Oscar Lalo. © joachim perez

Les pouponnières du Reich

Pendant sept semaines (du 30 juillet au 10 septembre), Le Vif/L’Express se penche sur les romans candidats au Prix Filigranes 2020 qui récompense, pour la 5e année,  » un livre de qualité accessible à tous « . Sept ouvrages francophones, dont cinq sortiront à la rentrée littéraire, sont en lice.

6/7 – La Race des orphelins Par Oscar Lalo

Dans leur délire eugéniste, les nazis ont créé au sein des centres du Lebensborn les enfants parfaits du Reich. Dans toute l’Europe, des femmes, volontaires ou non, étaient littéralement engrossées par des S.S., et les nouveau-nés enlevés à leurs parents. Tous orphelins, mais tous rejetons du Fürher. Quand  » le totalitarisme crée un homme de masse…  »

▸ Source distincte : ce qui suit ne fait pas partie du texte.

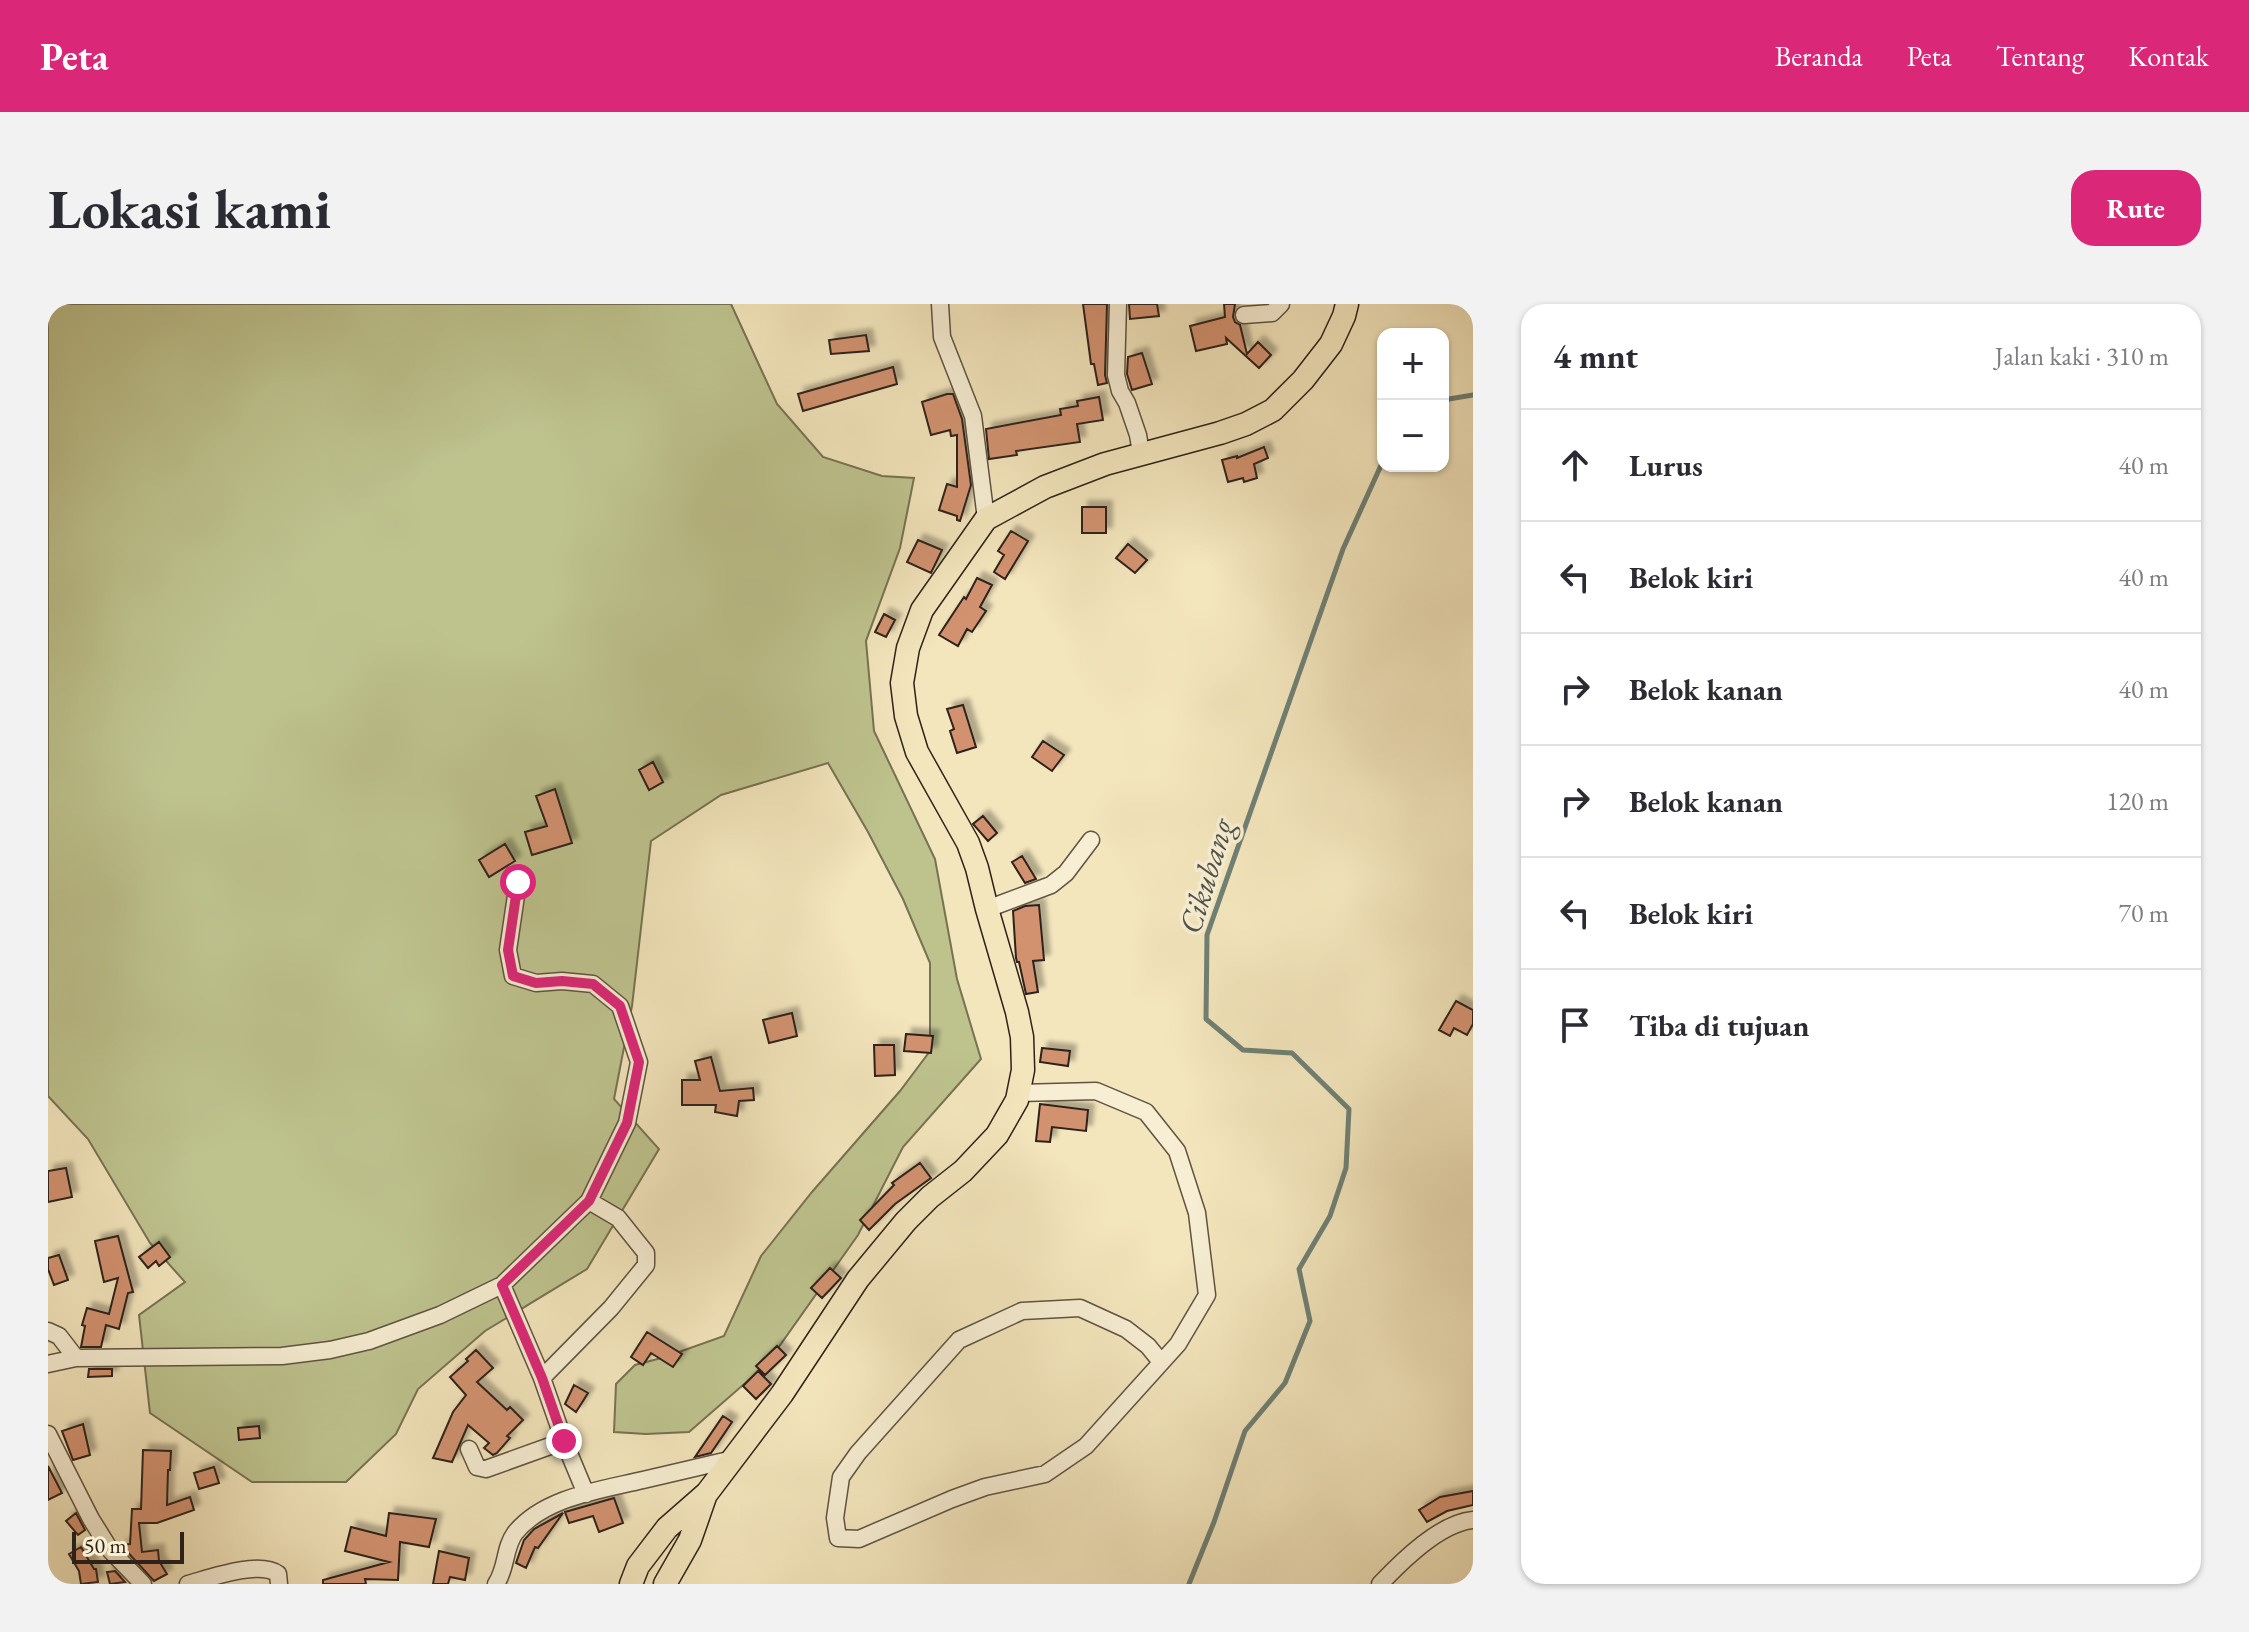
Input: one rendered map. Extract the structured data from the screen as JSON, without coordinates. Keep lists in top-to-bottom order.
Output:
{
  "water": ["Cikubang"],
  "scale_bar": "50 m",
  "page": {
    "header": "Peta",
    "nav": [
      "Beranda",
      "Peta",
      "Tentang",
      "Kontak"
    ],
    "buttons": "Rute",
    "title": "Lokasi kami",
    "heading": ["4 mnt", "Jalan kaki · 310 m"],
    "map_buttons": ["+", "−"],
    "list": [
      ["Lurus", "40 m"],
      ["Belok kiri", "40 m"],
      ["Belok kanan", "40 m"],
      ["Belok kanan", "120 m"],
      ["Belok kiri", "70 m"],
      "Tiba di tujuan"
    ],
    "scale": "50 m"
  }
}
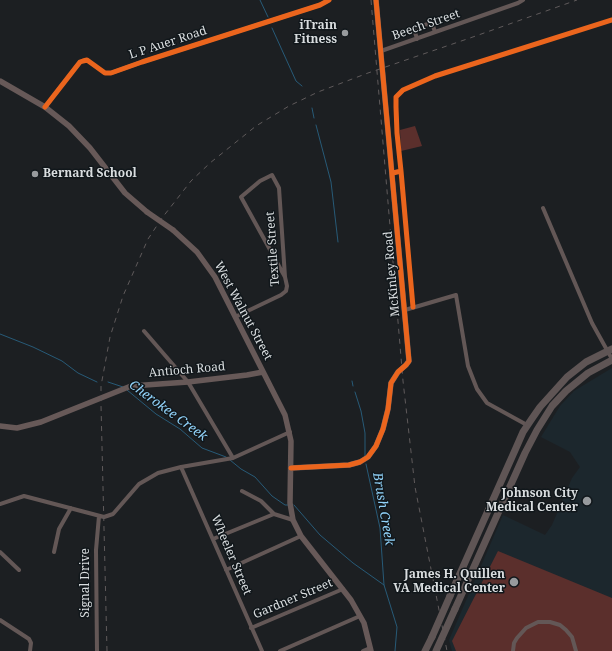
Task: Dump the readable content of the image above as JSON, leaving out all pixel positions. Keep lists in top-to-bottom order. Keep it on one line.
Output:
{"streets":{"street":["Beech Street","L P Auer Road","Textile Street","McKinley Road","West Walnut Street","Antioch Road","Wheeler Street","Signal Drive","Gardner Street"]},"crossings":[["Beech Street","McKinley Road"],["L P Auer Road","West Walnut Street"],["Textile Street","West Walnut Street"],["McKinley Road","West Walnut Street"],["West Walnut Street","Antioch Road"],["West Walnut Street","Gardner Street"],["Wheeler Street","Gardner Street"]],"water":["Cherokee Creek","Brush Creek"],"places":["iTrain Fitness","Bernard School","Johnson City Medical Center","James H. Quillen VA Medical Center"]}
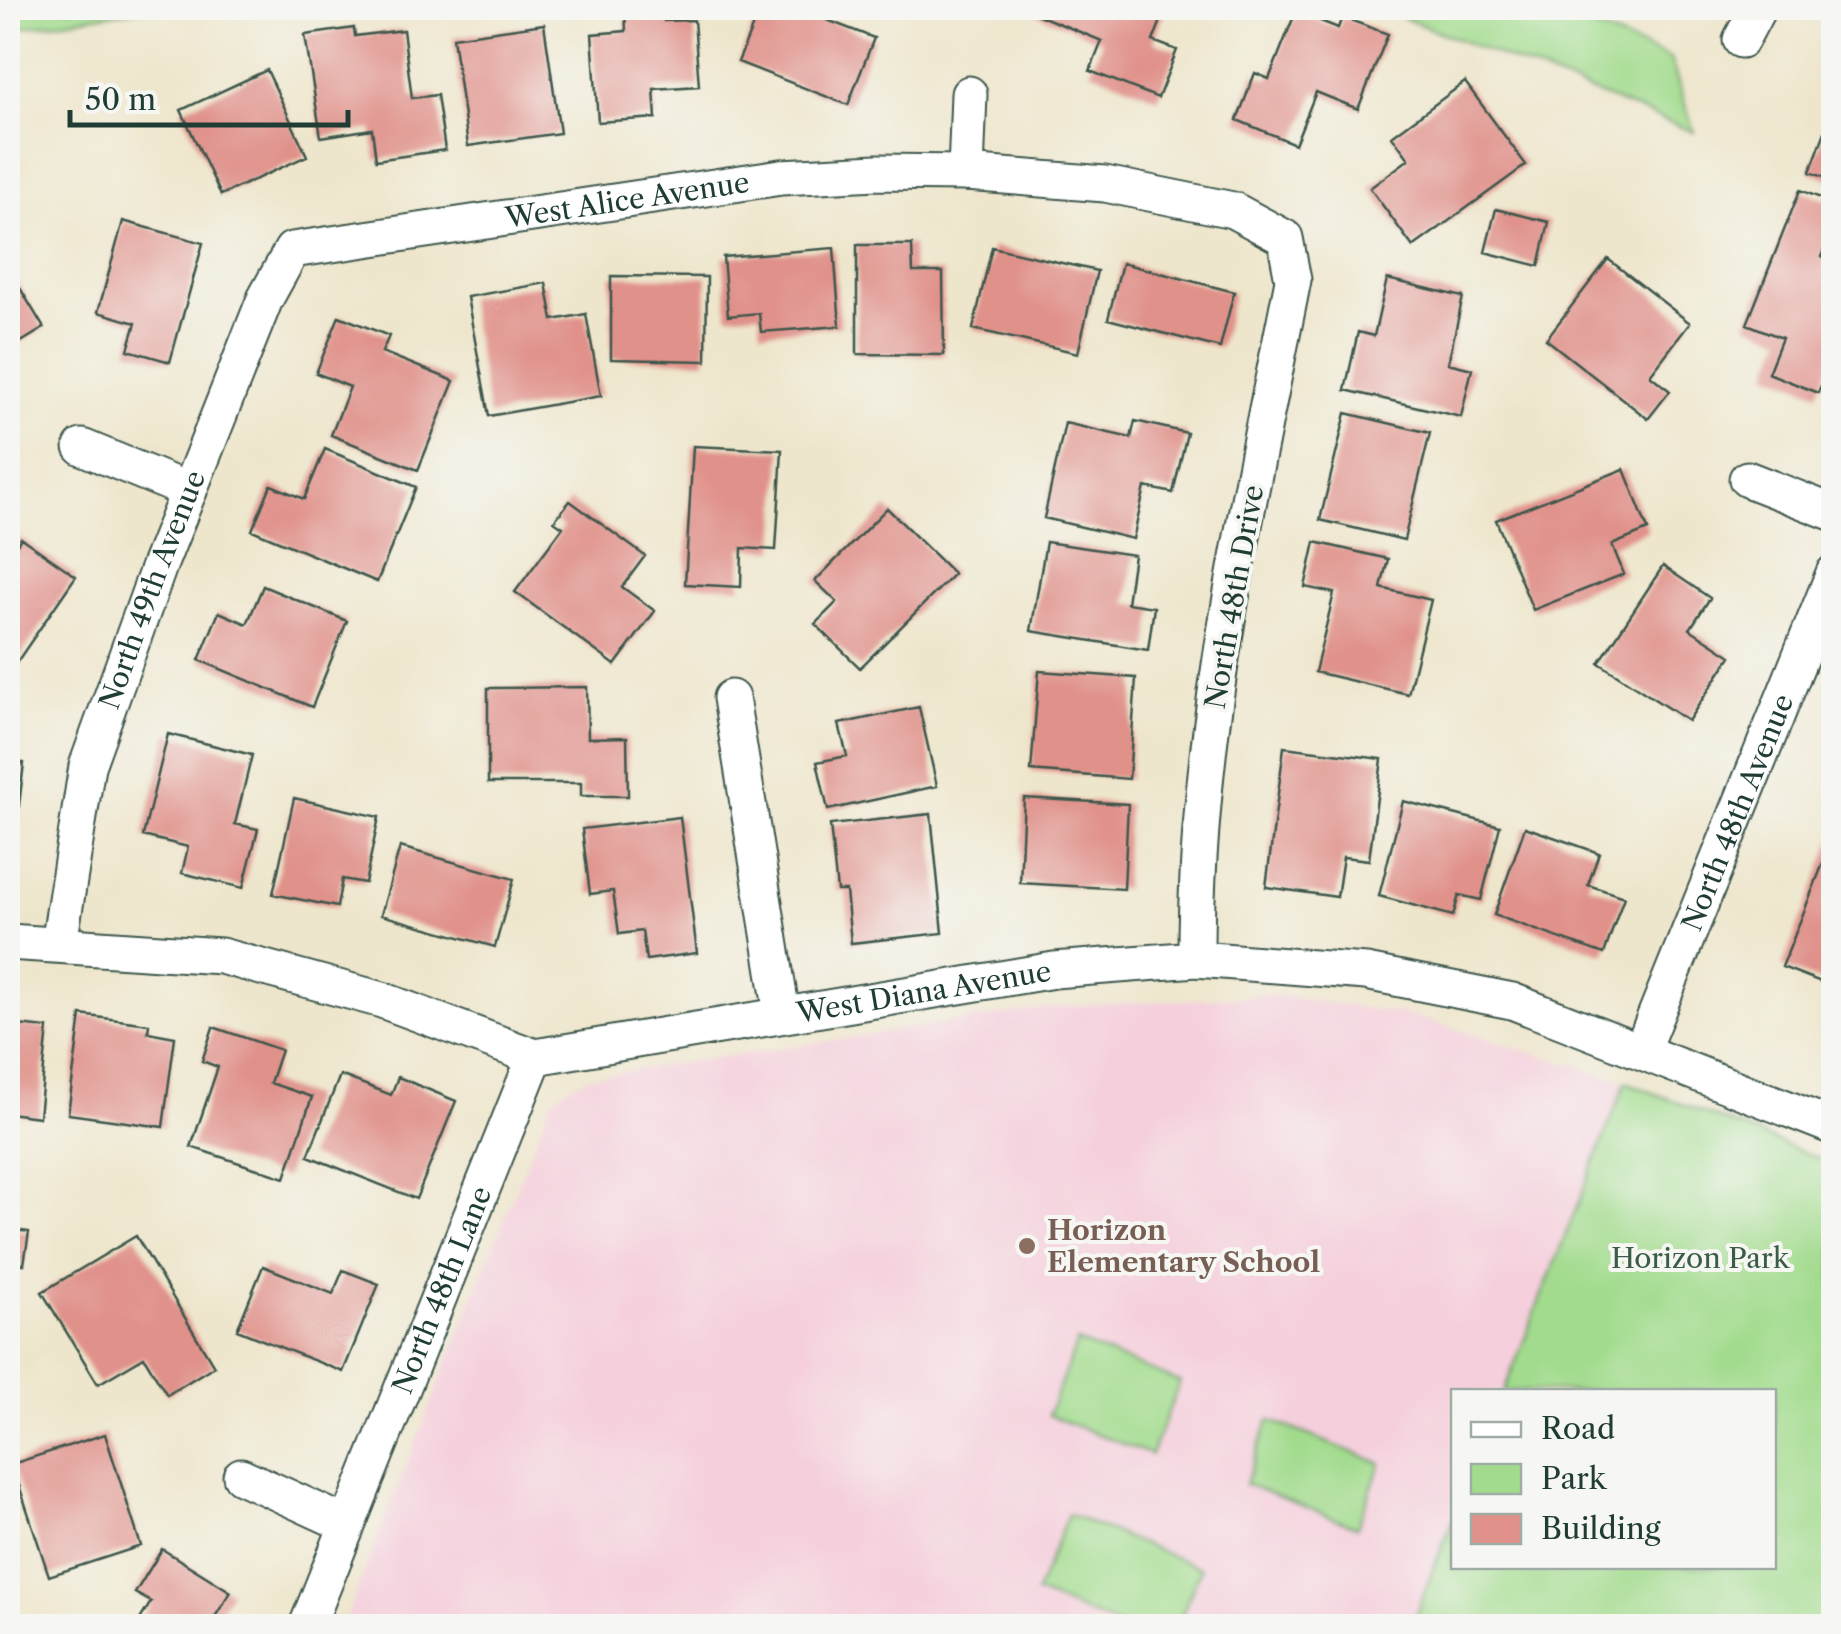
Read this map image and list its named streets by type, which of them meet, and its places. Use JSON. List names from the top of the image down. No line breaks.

Après la guerre, ils n’ont jamais été considérés comme des victimes. Mais peut-on l’envisager quand on a été engendré par des bourreaux ? Voilà le dilemme d’Hildegarde Müller, narratrice de ce roman-journal, issue d’une de ces pouponnières morbides, implantée en Norvège. C’est sa voix que l’on lit mais pas ses mots pour autant.  » Je sais à peine lire et écrire. Je devais être la gloire de l’humanité. J’en suis la lie.  » Son  » scribe suisse  » (S.S. aussi, souligne-t-elle) nous transmet sa quête d’identité profonde et irrésolue, celle d’une enfant qui, toute sa vie, a vécu l’enfer de l’indifférence. L’écrivain helvétique Oscar Lalo (Les Contes défaits) se fait le porte-plume d’une sans-voix, au nom de tous ses semblables. Préférée au roman historique, la forme du journal intime incite à un examen de conscience collectif. Les entrées d’une demi-page à peine, ciselées à la perfection – car peu de mots sont nécessaires, quand ils sont bien choisis, pour raviver cette mémoire ignorée – imposent les interrogations de ces oubliés à notre silence.

Belfond, 288 p.
Belfond, 288 p.

La note du Vif : 9/10 Belfond, 288 p. Paru le 20 août.